What happened on Saturday night in Vanderbilt’s 70-21 win over Georgia State was more reminiscent of bullying than a football game. It was vengeful. It was merciless. It was a product of what Vanderbilt STAR Randon Fontenette called “extra motivation” on Tuesday.
Vanderbilt still won’t call it a revenge game, though.
“It’s less about that, honestly,” Lea said. “We needed to be prepared.”
Georgia State’s defense is significantly worse than it was a year ago and its roster as a whole likely is, too. It wasn’t about that, though. Just like it was about Vanderbilt this time last year, it was about the Commodores again on Saturday night.
“This is a new team,” Vanderbilt quarterback Diego Pavia said. “You feel the energy.”
It was about Vanderbilt’s focus.
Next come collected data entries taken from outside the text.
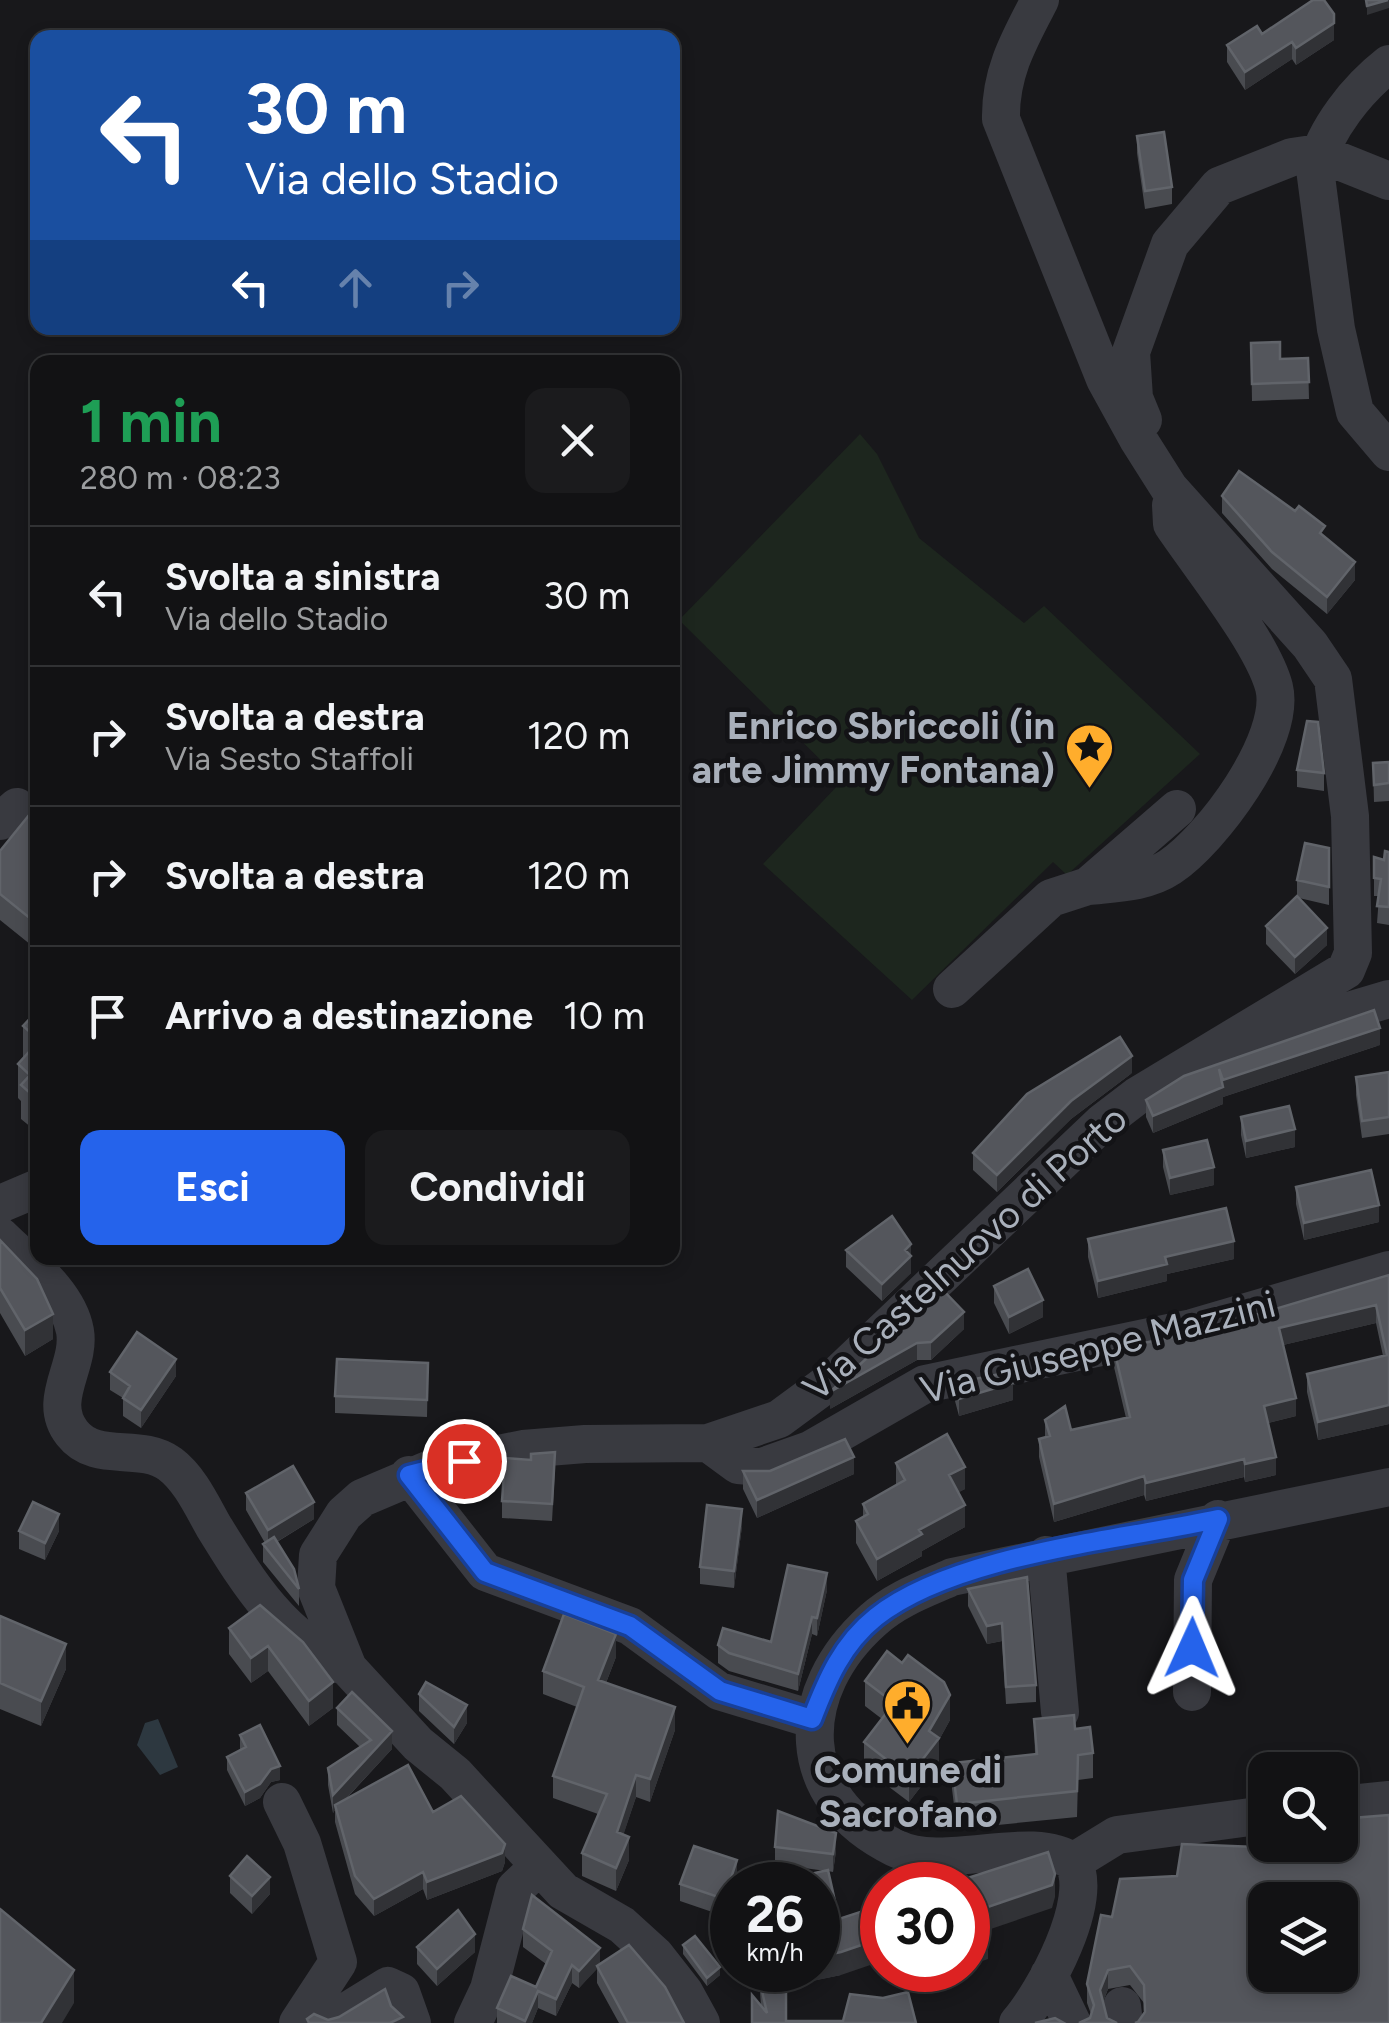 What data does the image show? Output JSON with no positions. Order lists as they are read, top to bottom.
{
  "streets": {
    "street": ["Via Castelnuovo di Porto", "Via Giuseppe Mazzini"]
  },
  "crossings": [
    ["Via Castelnuovo di Porto", "Via Giuseppe Mazzini"]
  ],
  "places": {
    "place": ["Enrico Sbriccoli (in arte Jimmy Fontana)"],
    "public building": ["Comune di Sacrofano"]
  },
  "page": {
    "turn": ["30 m", "Via dello Stadio"],
    "heading": ["1 min", "280 m · 08:23"],
    "list": [
      {
        "name": "Svolta a sinistra",
        "note": "Via dello Stadio",
        "value": "30 m"
      },
      {
        "name": "Svolta a destra",
        "note": "Via Sesto Staffoli",
        "value": "120 m"
      },
      {
        "name": "Svolta a destra",
        "value": "120 m"
      },
      {
        "name": "Arrivo a destinazione",
        "value": "10 m"
      }
    ],
    "buttons": ["Esci", "Condividi"],
    "speed": "26 km/h",
    "limit": "30"
  }
}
It was about its intensity. It was about its fire for winning and the idea that it was never going to leave FirstBank Stadium on Saturday without a win, whether it required revenge or not.
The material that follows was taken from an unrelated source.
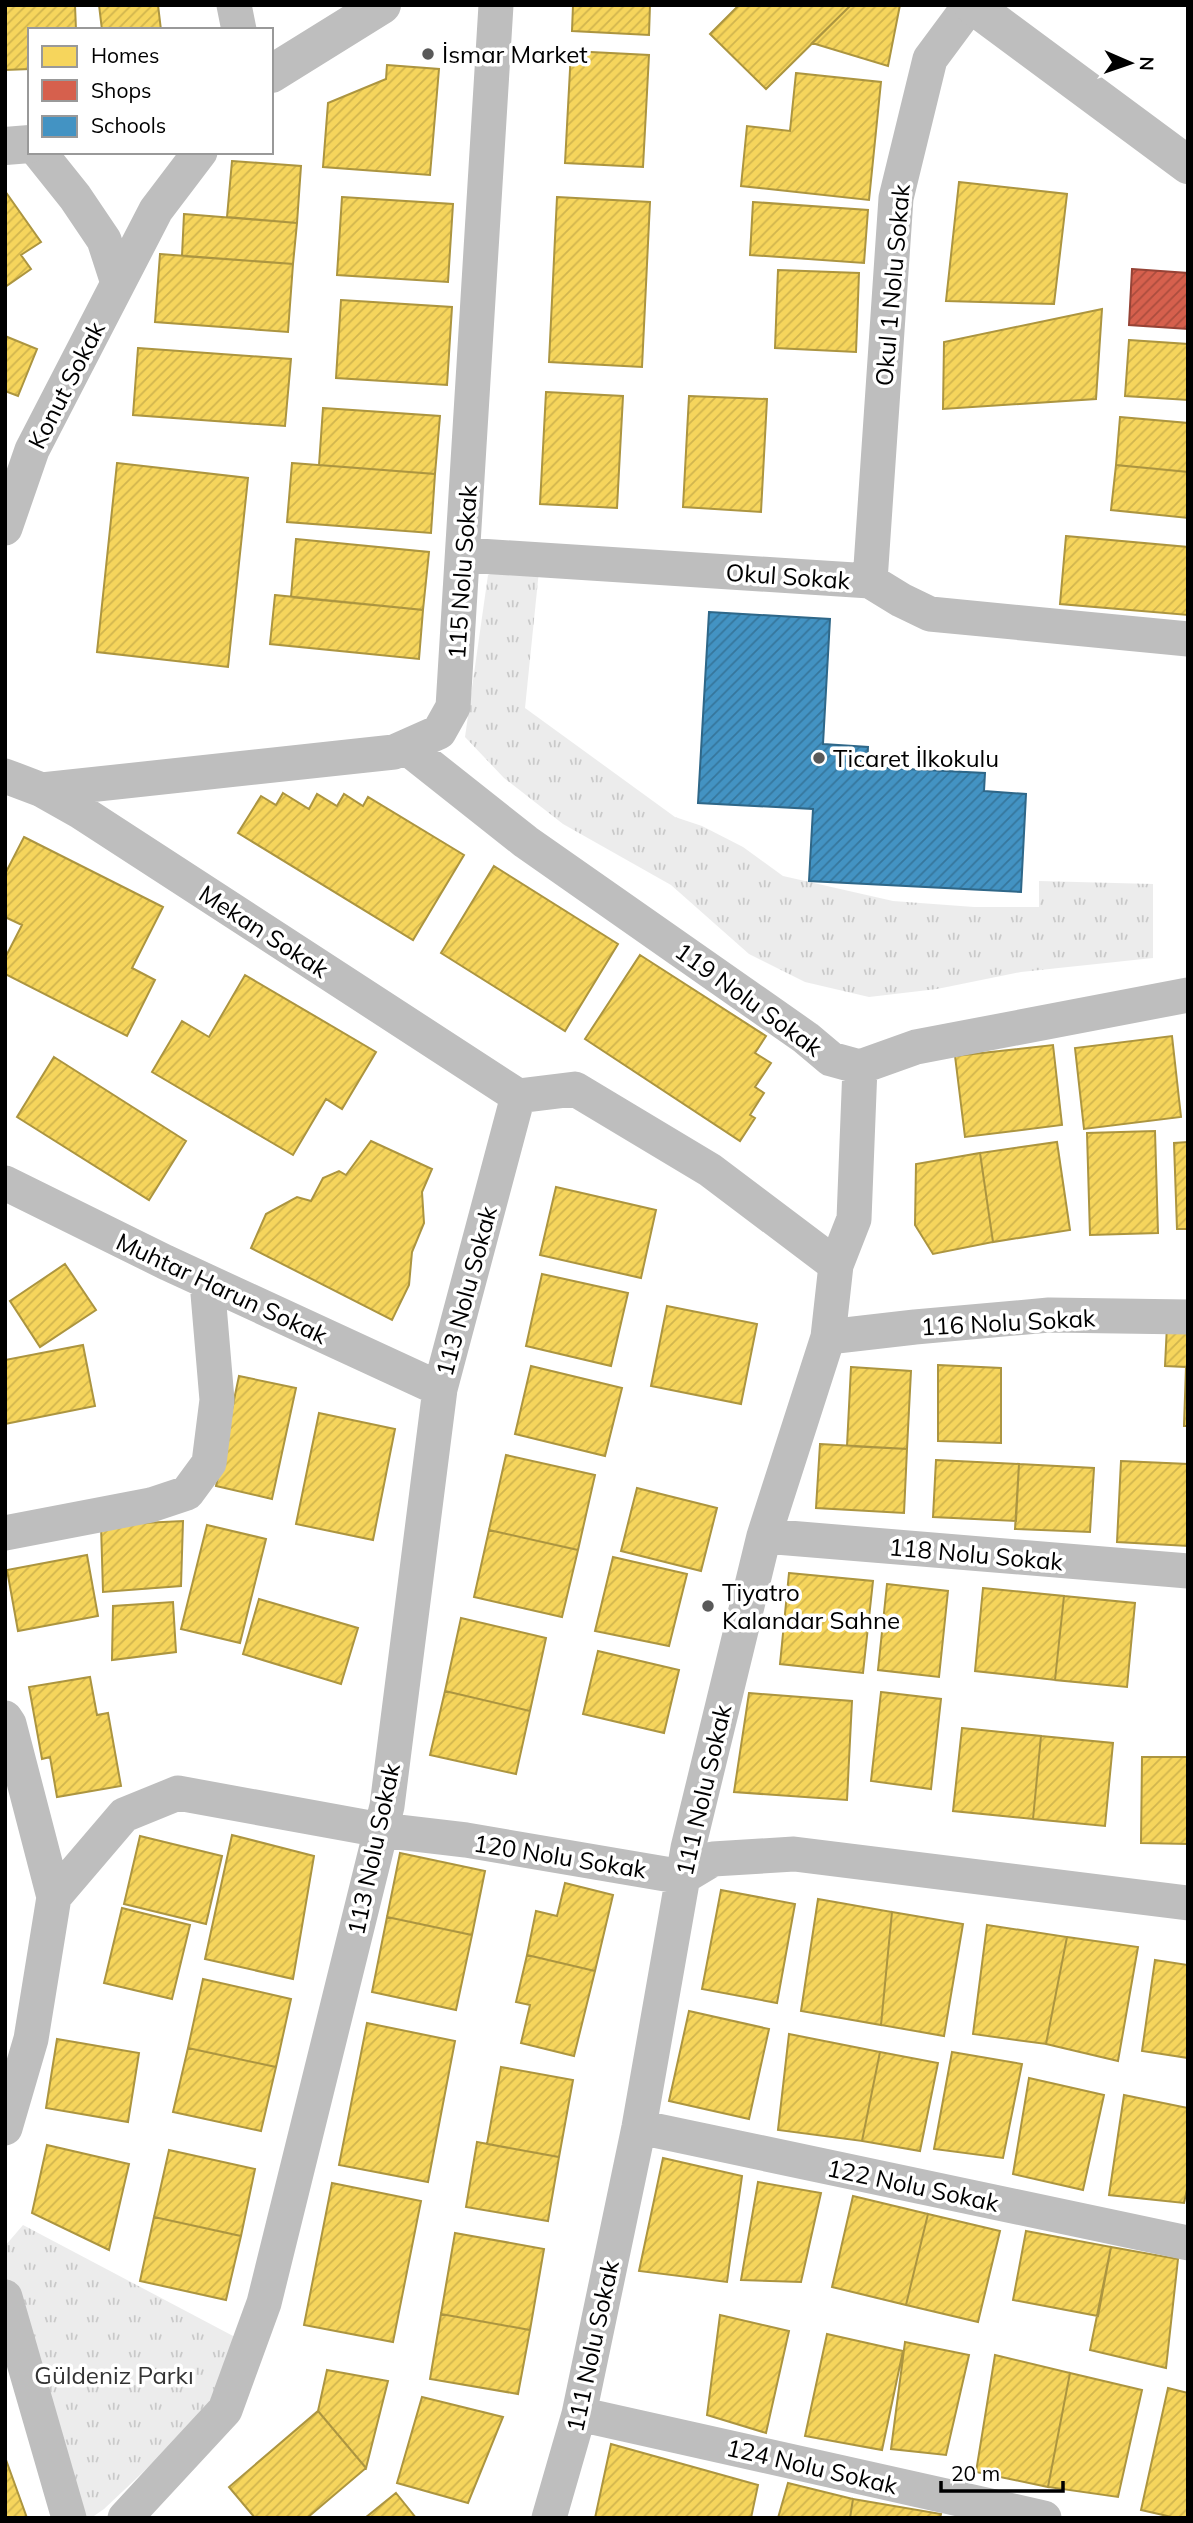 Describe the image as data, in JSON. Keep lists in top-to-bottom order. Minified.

Vanderbilt’s win over Dell McGee’s included all the staples of a blowout win over an inferior opponent. Pavia was out of the game with 10:10 to go in the third quarter. Vanderbilt blocked a punt for a touchdown. It scored a touchdown on each of its first six drives.
This Vanderbilt team was dominant in nearly every way a year after it lost itself and walked into the tunnel at the old Turner Field–a place that appeared to be the literal definition of rock bottom for it.
Vanderbilt failed to establish any sort of consistent run game that night. It failed to find any answer for standout Georgia State receiver Ted Hurst–who finished the day with 128 receiving yards and two touchdowns. It failed to put Georgia State away in the game’s final minutes. Perhaps worst of all, it failed to demonstrate that it had matured as a program.
“I was disappointed because we were a better team than that,” Vanderbilt three-way standout Martel Hight said on Tuesday. “We came out lackadaisical and we kind of just had in our mind that we were going to win that game already and that’s where we failed last year.”
This Vanderbilt team came out and took care of business on Saturday, though. It was ready to win against the program that likely gave it some bad memories whenever its name was brought up. It no longer has to cringe when it hears Georgia State, though.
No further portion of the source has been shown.